De mens achter de bestuurder


Bestuurders zijn zelden populair. We worden geassocieerd met afstand, macht en spreadsheets. En eerlijk gezegd: soms klopt dat beeld. Er zijn dagen dat ik meer vergader dan ik leef. Dat ik het systeem dien, terwijl ik ooit de mens wilde dienen.

Maar achter elk bestuursbesluit schuilt een mens. Iemand met twijfel, hoop, schaamte en verlangen. Een vader. Een schrijver. Een zoeker. Iemand die ’s avonds even wil voelen dat het ergens goed voor was – al is het maar bij één mens.

Ik ben geen uitzondering. Mijn motieven zijn niet altijd puur, maar meestal wel eerlijk. Ik wil van betekenis zijn. Structuren bouwen die vrijheid geven. Mensen beschermen tegen de kilte van anonieme regels. En ja, soms wil ik ook gewoon even kloppen op mijn borst en horen: goed gedaan.

Die kwetsbaarheid verdwijnt gemakkelijk in het jargon van beleidsnota’s en prestatie-indicatoren. Maar als ik één ding heb geleerd, is het dit: mensen volgen geen titels. Ze volgen echtheid. Iemand die niet zegt: “volg mij”, maar vraagt: “wat zie jij?”

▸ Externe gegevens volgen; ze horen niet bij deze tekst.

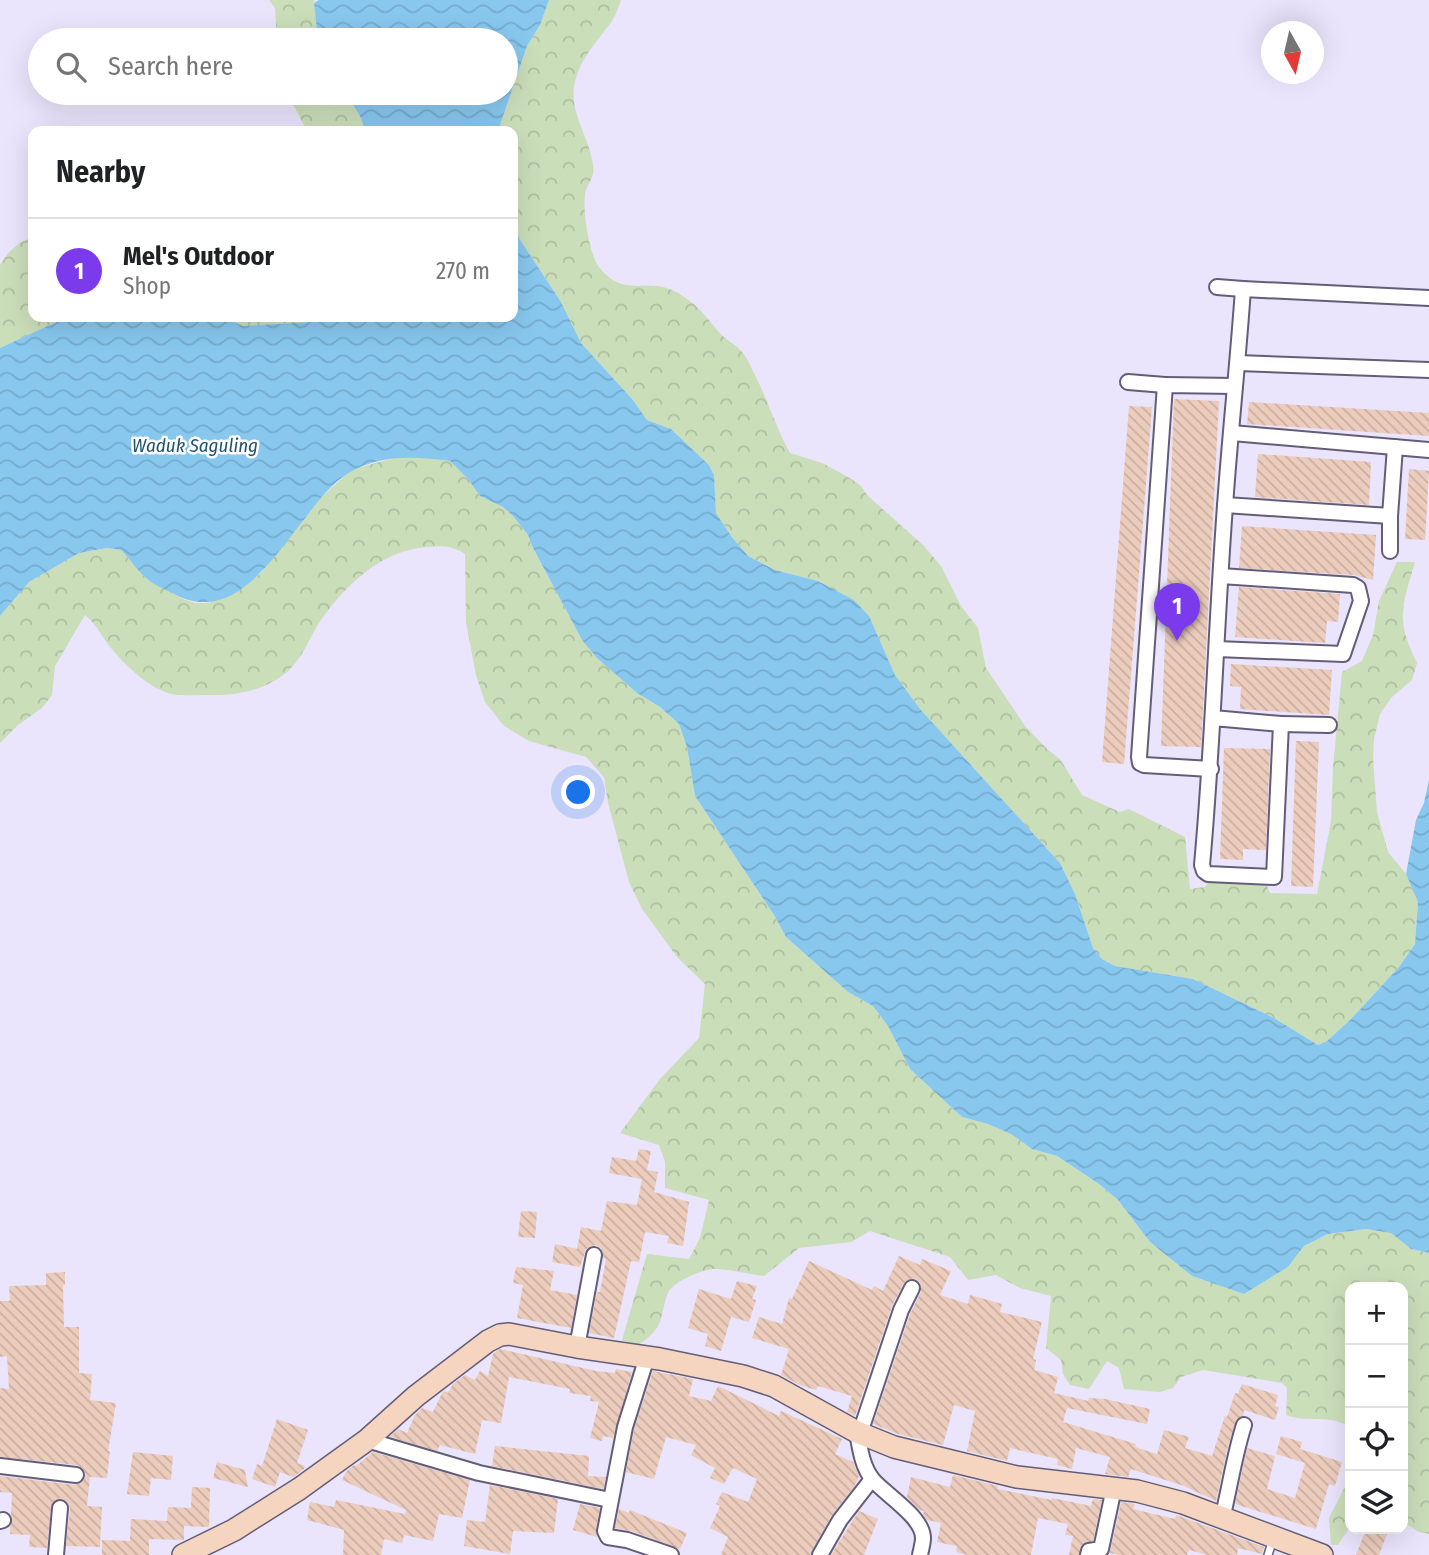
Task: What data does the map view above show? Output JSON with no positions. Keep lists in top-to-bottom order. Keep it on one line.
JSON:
{"water":["Waduk Saguling"],"north":"bottom","page":{"search":"Search here","heading":"Nearby","list":[{"mark":"1","name":"Mel's Outdoor","note":"Shop","value":"270 m"}],"pins":"1","map_buttons":["+","−"]}}
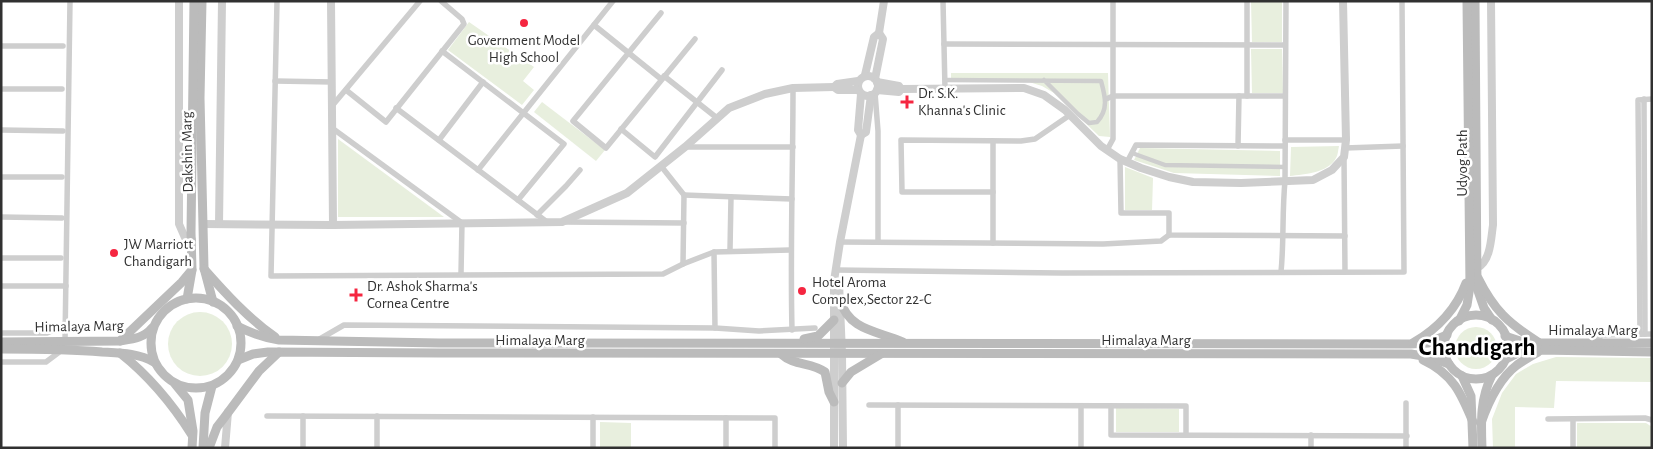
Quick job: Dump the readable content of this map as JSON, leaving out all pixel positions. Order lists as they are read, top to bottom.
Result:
{
  "streets": {
    "main road": ["Dakshin Marg", "Udyog Path", "Himalaya Marg"]
  },
  "crossings": [
    ["Dakshin Marg", "Himalaya Marg"],
    ["Udyog Path", "Himalaya Marg"]
  ],
  "districts": ["Chandigarh"],
  "places": {
    "other": ["Government Model High School", "JW Marriott Chandigarh", "Hotel Aroma Complex,Sector 22-C"],
    "health": ["Dr. S.K. Khanna's Clinic", "Dr. Ashok Sharma's Cornea Centre"]
  }
}
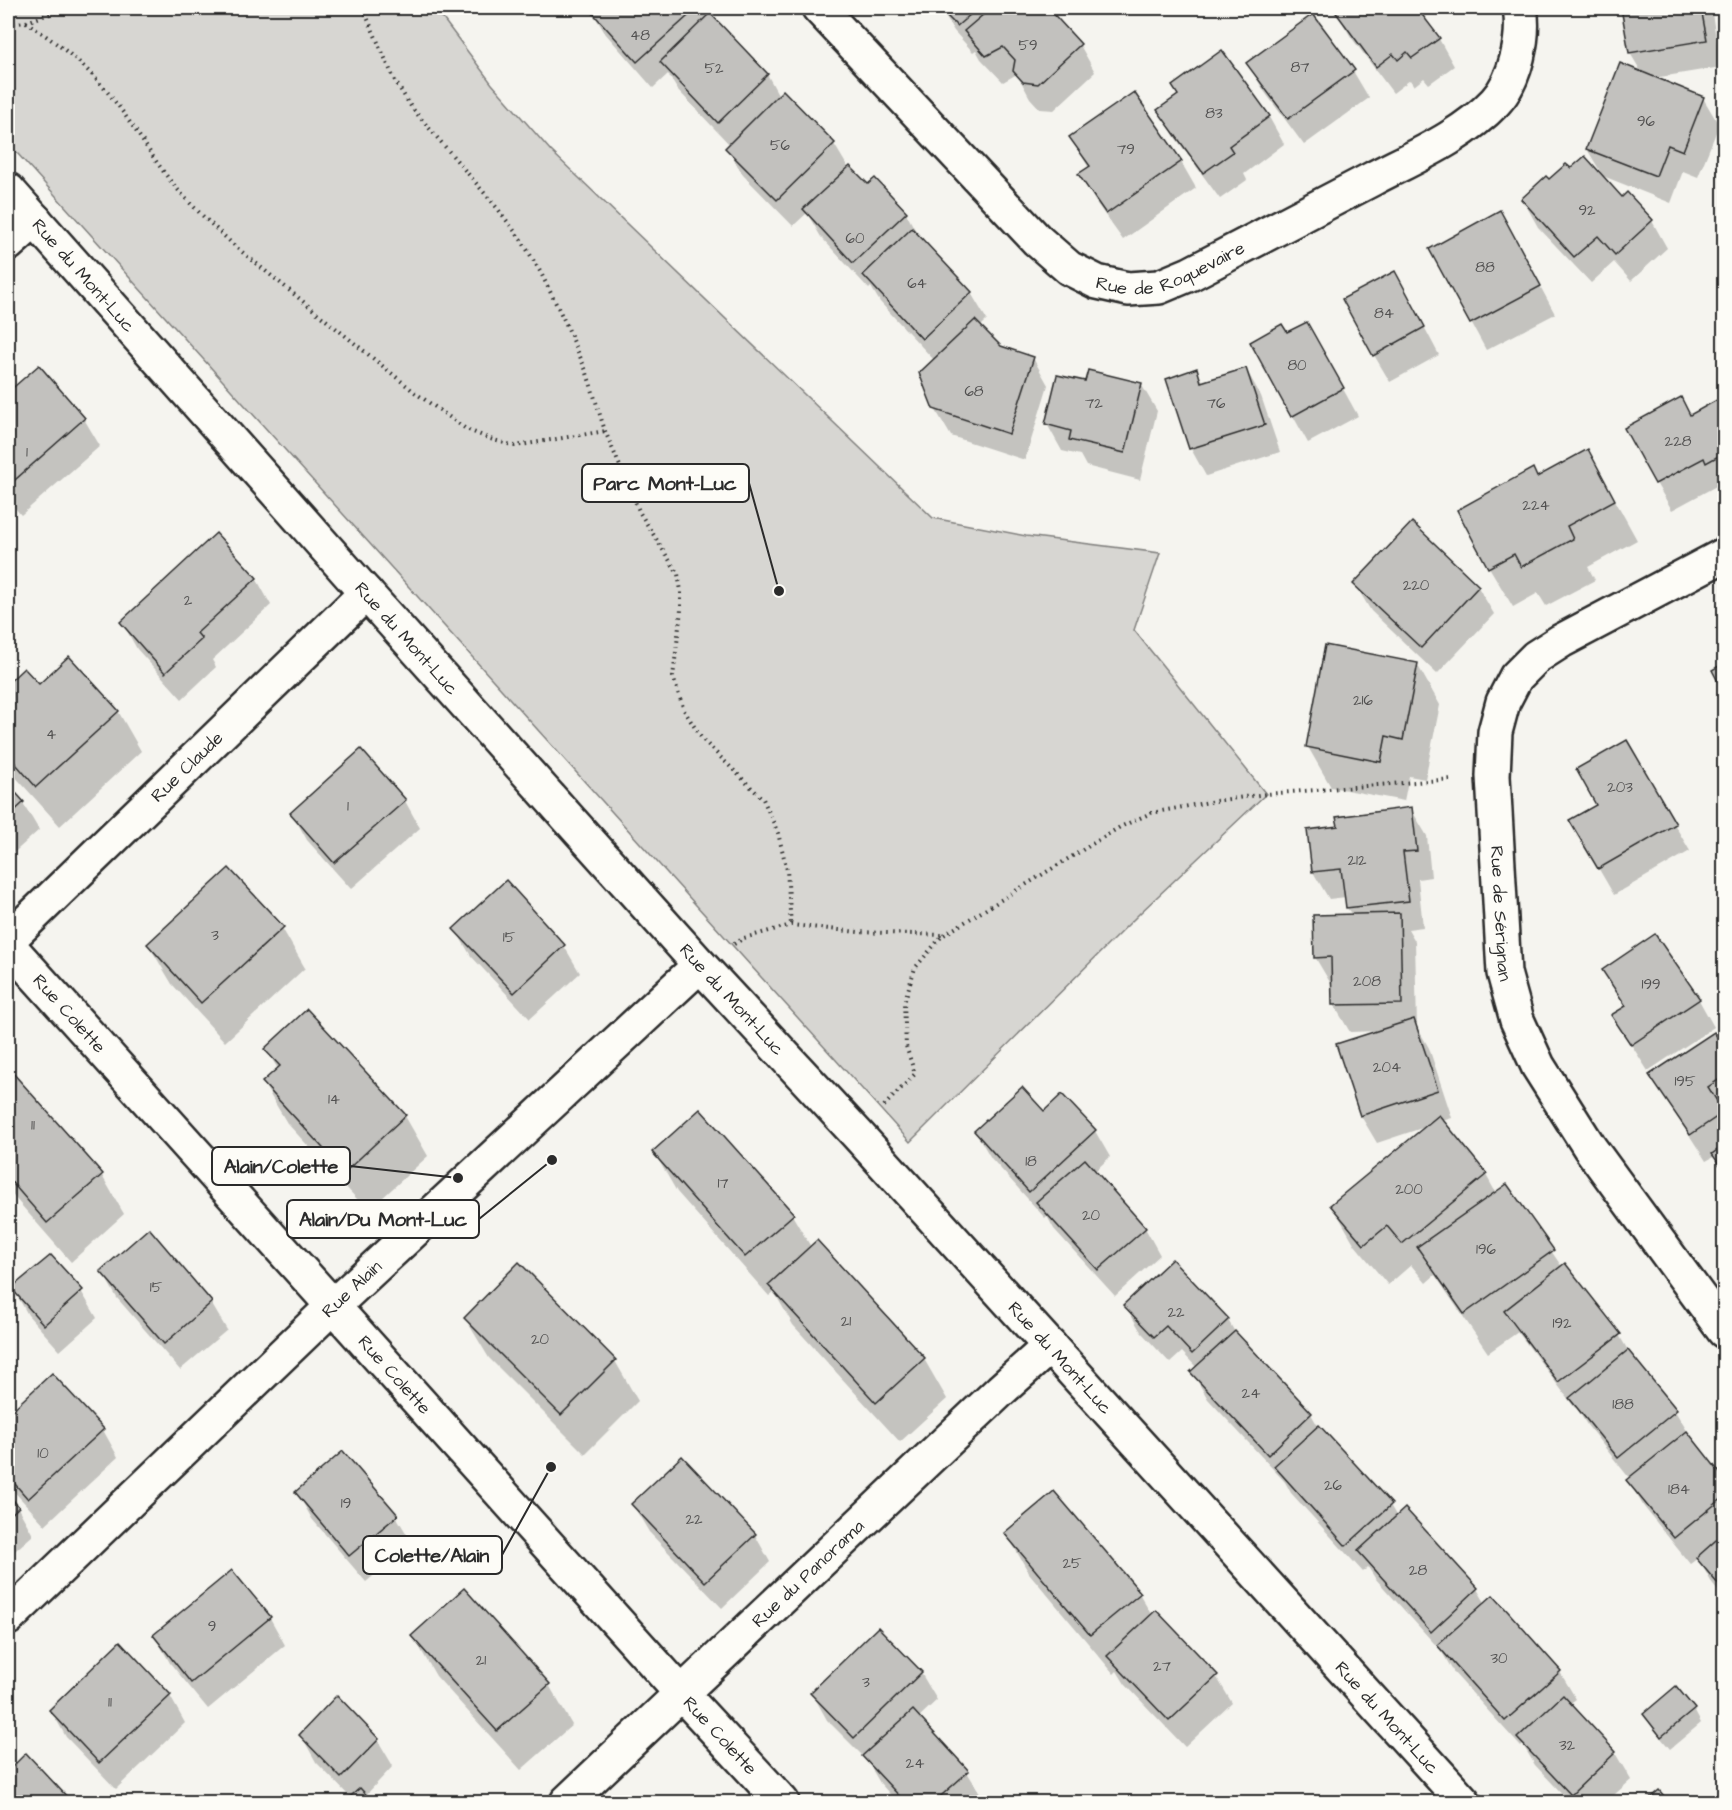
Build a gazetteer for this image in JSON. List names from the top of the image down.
{
  "streets": {
    "street": [
      "Rue de Roquevaire",
      "Rue du Mont-Luc",
      "Rue Claude",
      "Rue de Sérignan",
      "Rue Colette",
      "Rue Alain",
      "Rue du Panorama"
    ]
  },
  "crossings": [
    ["Rue du Mont-Luc", "Rue Claude"],
    ["Rue du Mont-Luc", "Rue Alain"],
    ["Rue du Mont-Luc", "Rue du Panorama"],
    ["Rue Colette", "Rue Alain"],
    ["Rue Colette", "Rue du Panorama"]
  ],
  "places": [
    "Parc Mont-Luc",
    "Alain/Du Mont-Luc",
    "Alain/Colette",
    "Colette/Alain"
  ],
  "house_numbers": [
    "48",
    "59",
    "87",
    "52",
    "83",
    "96",
    "56",
    "79",
    "92",
    "60",
    "88",
    "64",
    "84",
    "80",
    "68",
    "72",
    "76",
    "228",
    "1",
    "224",
    "220",
    "2",
    "216",
    "4",
    "203",
    "1",
    "212",
    "3",
    "15",
    "208",
    "199",
    "204",
    "195",
    "14",
    "11",
    "18",
    "17",
    "200",
    "20",
    "196",
    "15",
    "22",
    "21",
    "192",
    "20",
    "24",
    "188",
    "10",
    "26",
    "184",
    "19",
    "22",
    "25",
    "28",
    "9",
    "30",
    "21",
    "27",
    "3",
    "11",
    "32",
    "24"
  ]
}
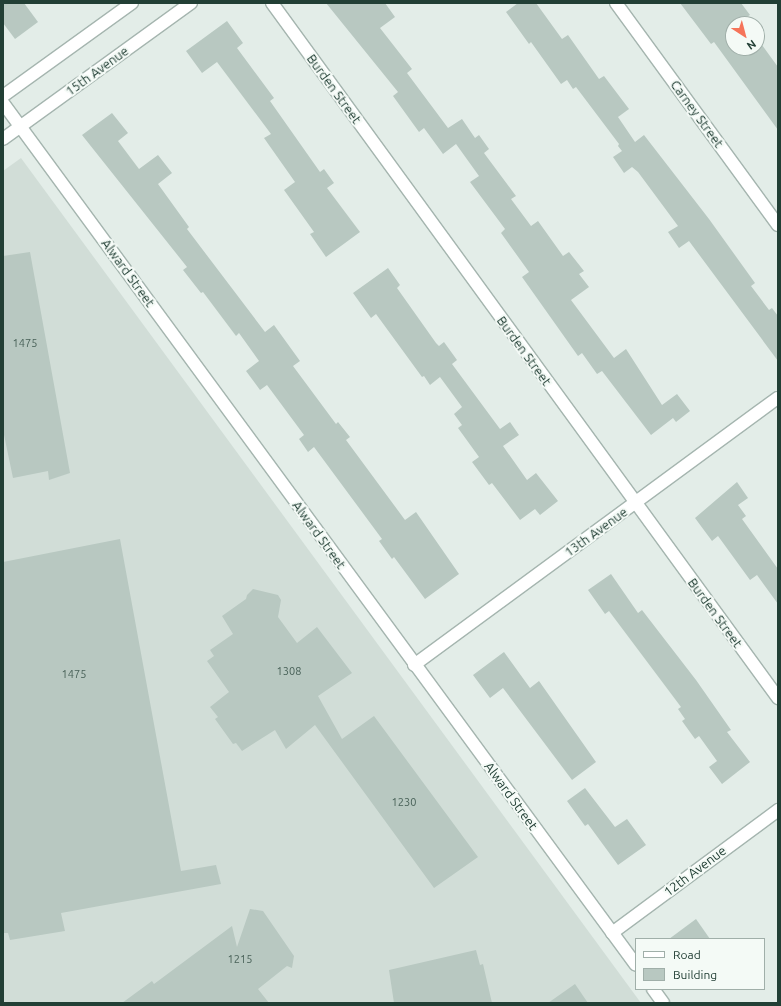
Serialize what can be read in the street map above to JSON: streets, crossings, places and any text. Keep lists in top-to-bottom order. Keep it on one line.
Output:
{"streets":{"street":["15th Avenue","Burden Street","Carney Street","Alward Street","13th Avenue","12th Avenue"]},"crossings":[["15th Avenue","Alward Street"],["Burden Street","13th Avenue"],["Alward Street","13th Avenue"],["Alward Street","12th Avenue"]],"house_numbers":["1475","1308","1475","1230","1215"],"legend":["Road","Building"],"north":"bottom right"}
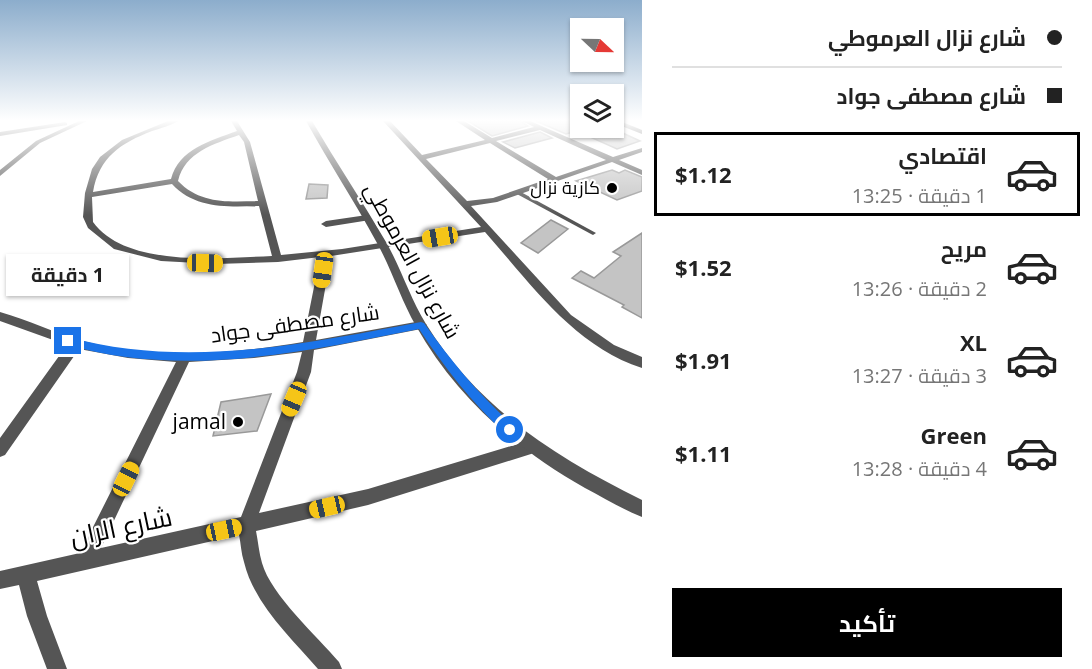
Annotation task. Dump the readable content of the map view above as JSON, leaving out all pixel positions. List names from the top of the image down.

Soms verlang ik naar eenvoud. Een kast timmeren. Gras onder mijn voeten. Koffie op een bankje in de zon. Niet leiden, maar volgen. Niet presteren, maar gewoon bestaan. En dan denk ik: misschien moet ik die kant van mezelf wat vaker toelaten in mijn werk. Niet als zwakte, maar als kompas.

Want wat mensen zoeken in een leider is niet perfectie, maar het gedeelde zoeken. Niet het juiste antwoord, maar de moed om te blijven vragen. Zoals iemand me ooit zei na een overleg waarin ik vooral zweeg:

“Wim, ik heb vandaag niet gehoord wat je vond. Maar ik voelde wel wie je was.”

Dat raakte me. En ik schreef het op. Omdat ik hoop dat ik die mens, achter de bestuurder, nooit meer vergeet.